SIGNATURES OF LARGE-AMPLITUDE MOTION IN A WEAKLY-BOUND COMPLEX - HIGH-RESOLUTION IR SPECTROSCOPY AND QUANTUM CALCULATIONS FOR HECO2

The infrared spectrum of the HeCO2 van der Waals molecule is recorded in the region of the CO2 ν3 asymmetric stretch via direct absorption of a tunable Pb-salt diode laser. HeCO2 is formed in a slit jet supersonic expansion; the slit valve and the stagnation gas must be precooled to -35 °C before substantial formation of the complex is observed. Sixty-six rovibrational transitions are recorded by exciting the ν3 asymmetric stretch of the CO2 monomer within the complex. Forty-three of these transitions can be assigned using internally consistent combination differences as a b-type band of a T-shaped asymmetric rotor. There are several indications that large amplitude motion is significant in HeCO2, including the poor quality of the fit to an asymmetric rotor model and the large positive inertial defects of Δ=8.54 and 10.98 uÅ2 in the ground and excited states, respectively. However, a hindered rotor analysis based on these inertial defects demonstrates that the CO2 motion within the complex is far from the free rotor limit.

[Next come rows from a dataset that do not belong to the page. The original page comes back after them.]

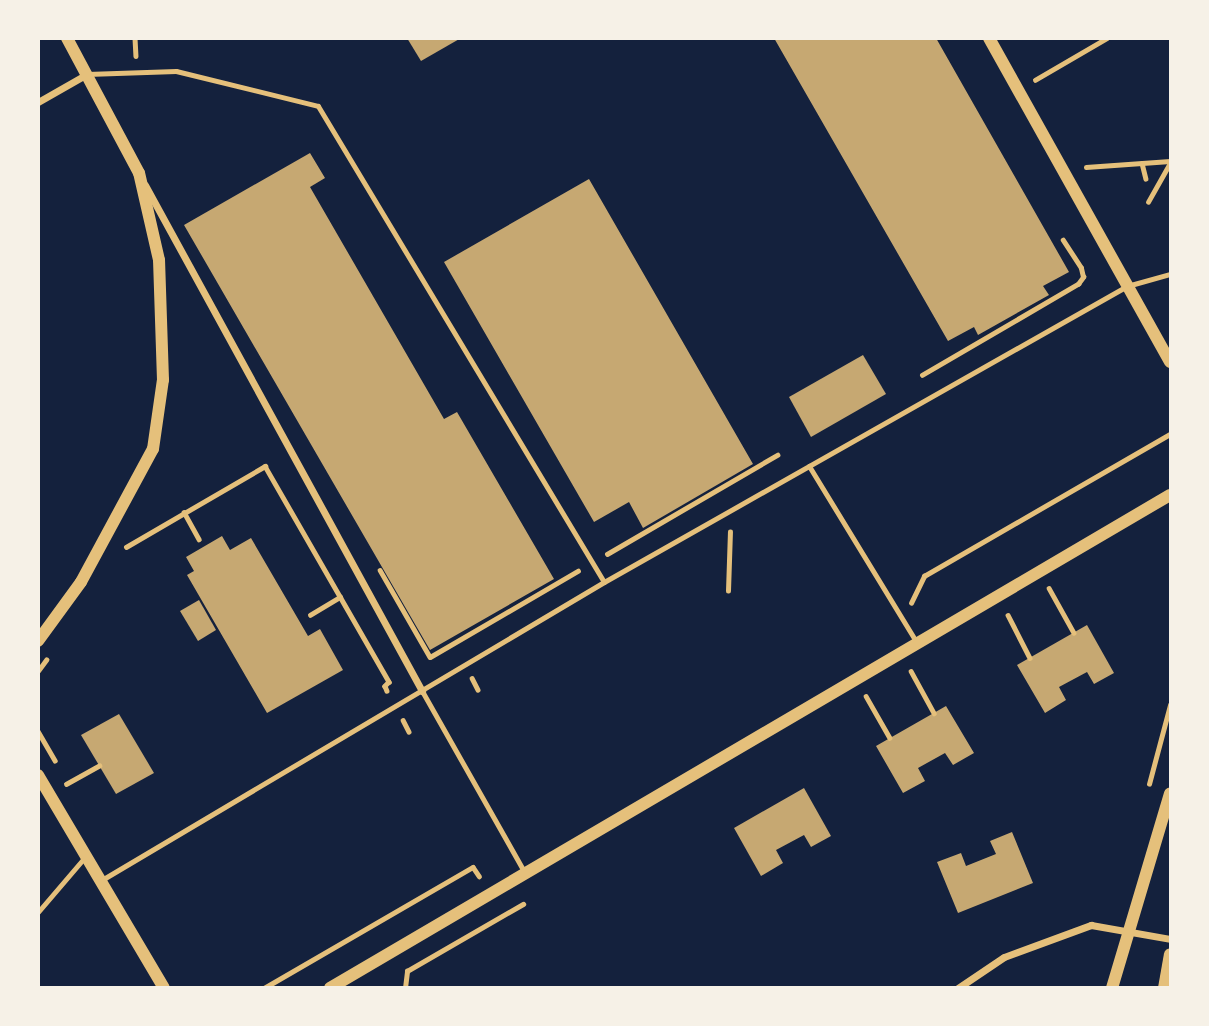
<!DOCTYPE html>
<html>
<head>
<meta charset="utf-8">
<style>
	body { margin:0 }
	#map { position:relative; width:1209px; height:1026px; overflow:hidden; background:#14213d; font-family:Roboto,sans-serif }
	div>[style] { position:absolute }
	.building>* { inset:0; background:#c6a872 }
	.path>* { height:4.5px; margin:-2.25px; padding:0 2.25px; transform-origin:2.25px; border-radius:2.25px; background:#e5c07b }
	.service>* { height:5px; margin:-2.5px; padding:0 2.5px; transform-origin:2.5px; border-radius:2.5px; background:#e5c07b }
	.minor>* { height:7px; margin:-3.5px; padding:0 3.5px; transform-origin:3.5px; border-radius:3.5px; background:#e5c07b }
	.tertiary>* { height:12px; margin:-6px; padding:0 6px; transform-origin:6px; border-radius:6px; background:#e5c07b }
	span { translate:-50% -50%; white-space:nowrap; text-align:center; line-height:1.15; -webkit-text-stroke:6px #f6f1e7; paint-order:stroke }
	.frame { position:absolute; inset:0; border:40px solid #f6f1e7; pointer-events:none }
</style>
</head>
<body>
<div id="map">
	<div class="building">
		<div style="clip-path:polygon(407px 38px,461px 38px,421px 61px)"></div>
		<div style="clip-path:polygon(774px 38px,936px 38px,1069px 272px,1043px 286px,1049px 295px,978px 335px,974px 327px,948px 341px)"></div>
		<div style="clip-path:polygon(310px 153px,325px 178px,310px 187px,444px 419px,457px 412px,554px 579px,430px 650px,184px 225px)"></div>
		<div style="clip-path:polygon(589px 179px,753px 464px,643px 528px,629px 502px,594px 522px,444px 262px)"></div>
		<div style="clip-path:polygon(863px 355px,886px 394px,811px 437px,789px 397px)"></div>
		<div style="clip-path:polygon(222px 536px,230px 550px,251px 538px,308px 636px,320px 629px,343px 670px,267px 713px,187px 575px,194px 571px,186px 557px)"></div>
		<div style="clip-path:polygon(199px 600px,216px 630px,198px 641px,180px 611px)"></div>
		<div style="clip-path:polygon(1087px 625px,1114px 673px,1094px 684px,1087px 672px,1059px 687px,1066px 700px,1045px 713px,1017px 665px)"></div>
		<div style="clip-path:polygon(946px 706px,974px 753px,953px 765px,945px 753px,918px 768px,925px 781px,903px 793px,876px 746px)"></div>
		<div style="clip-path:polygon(119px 714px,154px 773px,116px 794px,81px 735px)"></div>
		<div style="clip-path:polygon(804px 788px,831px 836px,811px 847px,804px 835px,776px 850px,783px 863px,761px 876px,734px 828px)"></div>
		<div style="clip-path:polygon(1012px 832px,1033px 883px,958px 913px,937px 862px,961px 853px,966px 866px,996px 854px,990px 841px)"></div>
	</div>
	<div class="path">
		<div style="left:135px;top:38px;width:18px;rotate:87deg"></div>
		<div style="left:1035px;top:80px;width:83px;rotate:-30.3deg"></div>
		<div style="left:1142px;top:163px;width:16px;rotate:76deg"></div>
		<div style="left:1086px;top:167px;width:84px;rotate:-4.1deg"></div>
		<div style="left:1148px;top:202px;width:45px;rotate:-60.6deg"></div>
		<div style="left:922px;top:375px;width:181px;rotate:-30.3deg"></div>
		<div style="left:1078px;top:284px;width:9px;rotate:-54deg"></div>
		<div style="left:1083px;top:277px;width:9px;rotate:-103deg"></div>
		<div style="left:1081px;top:268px;width:33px;rotate:-123deg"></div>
		<div style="left:184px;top:512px;width:31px;rotate:61deg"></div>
		<div style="left:126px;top:547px;width:161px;rotate:-30.2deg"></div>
		<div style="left:265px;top:466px;width:249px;rotate:60.1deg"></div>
		<div style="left:389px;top:682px;width:6px;rotate:135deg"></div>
		<div style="left:385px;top:686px;width:5px;rotate:68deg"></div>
		<div style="left:607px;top:554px;width:197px;rotate:-30.2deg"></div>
		<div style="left:380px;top:570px;width:100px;rotate:60.1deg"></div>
		<div style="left:430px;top:657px;width:171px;rotate:-30.2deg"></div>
		<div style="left:1049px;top:588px;width:51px;rotate:60.9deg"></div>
		<div style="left:728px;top:591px;width:59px;rotate:-88.1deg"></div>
		<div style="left:911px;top:603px;width:30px;rotate:-64deg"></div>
		<div style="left:924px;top:576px;width:284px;rotate:-30deg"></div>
		<div style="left:310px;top:615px;width:35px;rotate:-31deg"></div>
		<div style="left:1008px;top:615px;width:48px;rotate:62.9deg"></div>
		<div style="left:38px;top:671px;width:14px;rotate:-54deg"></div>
		<div style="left:911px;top:671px;width:48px;rotate:61.3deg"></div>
		<div style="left:472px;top:678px;width:13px;rotate:63deg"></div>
		<div style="left:866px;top:696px;width:48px;rotate:60.3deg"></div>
		<div style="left:403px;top:720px;width:13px;rotate:63deg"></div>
		<div style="left:38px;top:731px;width:34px;rotate:60deg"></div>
		<div style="left:66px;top:784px;width:38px;rotate:-29deg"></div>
		<div style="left:1149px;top:784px;width:82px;rotate:-75.1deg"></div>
		<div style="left:264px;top:988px;width:241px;rotate:-30.1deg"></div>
		<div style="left:473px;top:867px;width:11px;rotate:56deg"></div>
		<div style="left:405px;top:988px;width:17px;rotate:-83deg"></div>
		<div style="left:407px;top:971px;width:134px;rotate:-30deg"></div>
	</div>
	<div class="service">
		<div style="left:87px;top:74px;width:89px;rotate:-1.9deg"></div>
		<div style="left:176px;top:71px;width:146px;rotate:13.8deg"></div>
		<div style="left:318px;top:106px;width:555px;rotate:59deg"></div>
		<div style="left:809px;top:466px;width:207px;rotate:58.6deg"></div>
		<div style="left:422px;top:691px;width:209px;rotate:60.5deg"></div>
		<div style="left:100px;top:881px;width:586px;rotate:-30.68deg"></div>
		<div style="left:604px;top:582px;width:601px;rotate:-29.51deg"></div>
		<div style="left:1127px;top:286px;width:45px;rotate:-15.6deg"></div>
		<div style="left:38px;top:912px;width:72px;rotate:-49.5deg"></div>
	</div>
	<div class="minor">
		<div style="left:38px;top:102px;width:56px;rotate:-29.7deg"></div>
		<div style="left:145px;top:185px;width:577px;rotate:61.3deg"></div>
		<div style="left:958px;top:988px;width:55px;rotate:-34deg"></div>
		<div style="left:1004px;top:957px;width:93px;rotate:-20.2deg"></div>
		<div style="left:1091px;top:925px;width:80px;rotate:10deg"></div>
	</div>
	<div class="tertiary">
		<div style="left:989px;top:38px;width:371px;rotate:60.8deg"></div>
		<div style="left:38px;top:641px;width:73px;rotate:-53.9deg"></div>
		<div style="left:81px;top:582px;width:151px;rotate:-61.6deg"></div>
		<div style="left:153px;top:449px;width:70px;rotate:-81.8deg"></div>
		<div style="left:163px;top:380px;width:120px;rotate:-91.9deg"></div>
		<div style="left:159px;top:260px;width:89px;rotate:-102.9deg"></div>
		<div style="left:139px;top:173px;width:153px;rotate:-118.1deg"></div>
		<div style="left:38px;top:775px;width:247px;rotate:59.4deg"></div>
		<div style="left:330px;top:988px;width:974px;rotate:-30.41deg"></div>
		<div style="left:1112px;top:988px;width:203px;rotate:-73.4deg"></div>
		<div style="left:1164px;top:988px;width:34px;rotate:-80deg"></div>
	</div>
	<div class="frame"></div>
</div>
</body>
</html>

No evidence of predissociation broadening is observed, indicating a lifetime for the complex of τ>6 ns. Quantum close-coupling calculations which correctly treat both angular and radial degrees of freedom are carried out on the full 2D HeCO2 potential energy surface of Beneventi et al. [J. Chem. Phys. 89, 4671 (1988)]. Comparison of this analysis with the experimental results demonstrates that the theoretical potential is too isotropic in the region of the potential minimum. Predicted spectra from this model potential, however, indicate that the remaining 17 much weaker HeCO2 transitions are due to a "hot band" excitation out of the first intermolecular bending level, lying 9±2 cm-1 above the ground state. In sharp contrast to the ground vibrational state of HeCO2, an asymmetric rotor model fails qualitatively to characterize the rotational structure for the lowest excited bend. The simple physical reason for this is confirmed by inspection of the quantum wave functions; in the ground state the He atom is localized near the C atom in a T-shaped geometry, whereas in any of the excited bending states the He atom is largely delocalized around the CO2 molecular framework. © 1994 American Institute of Physics.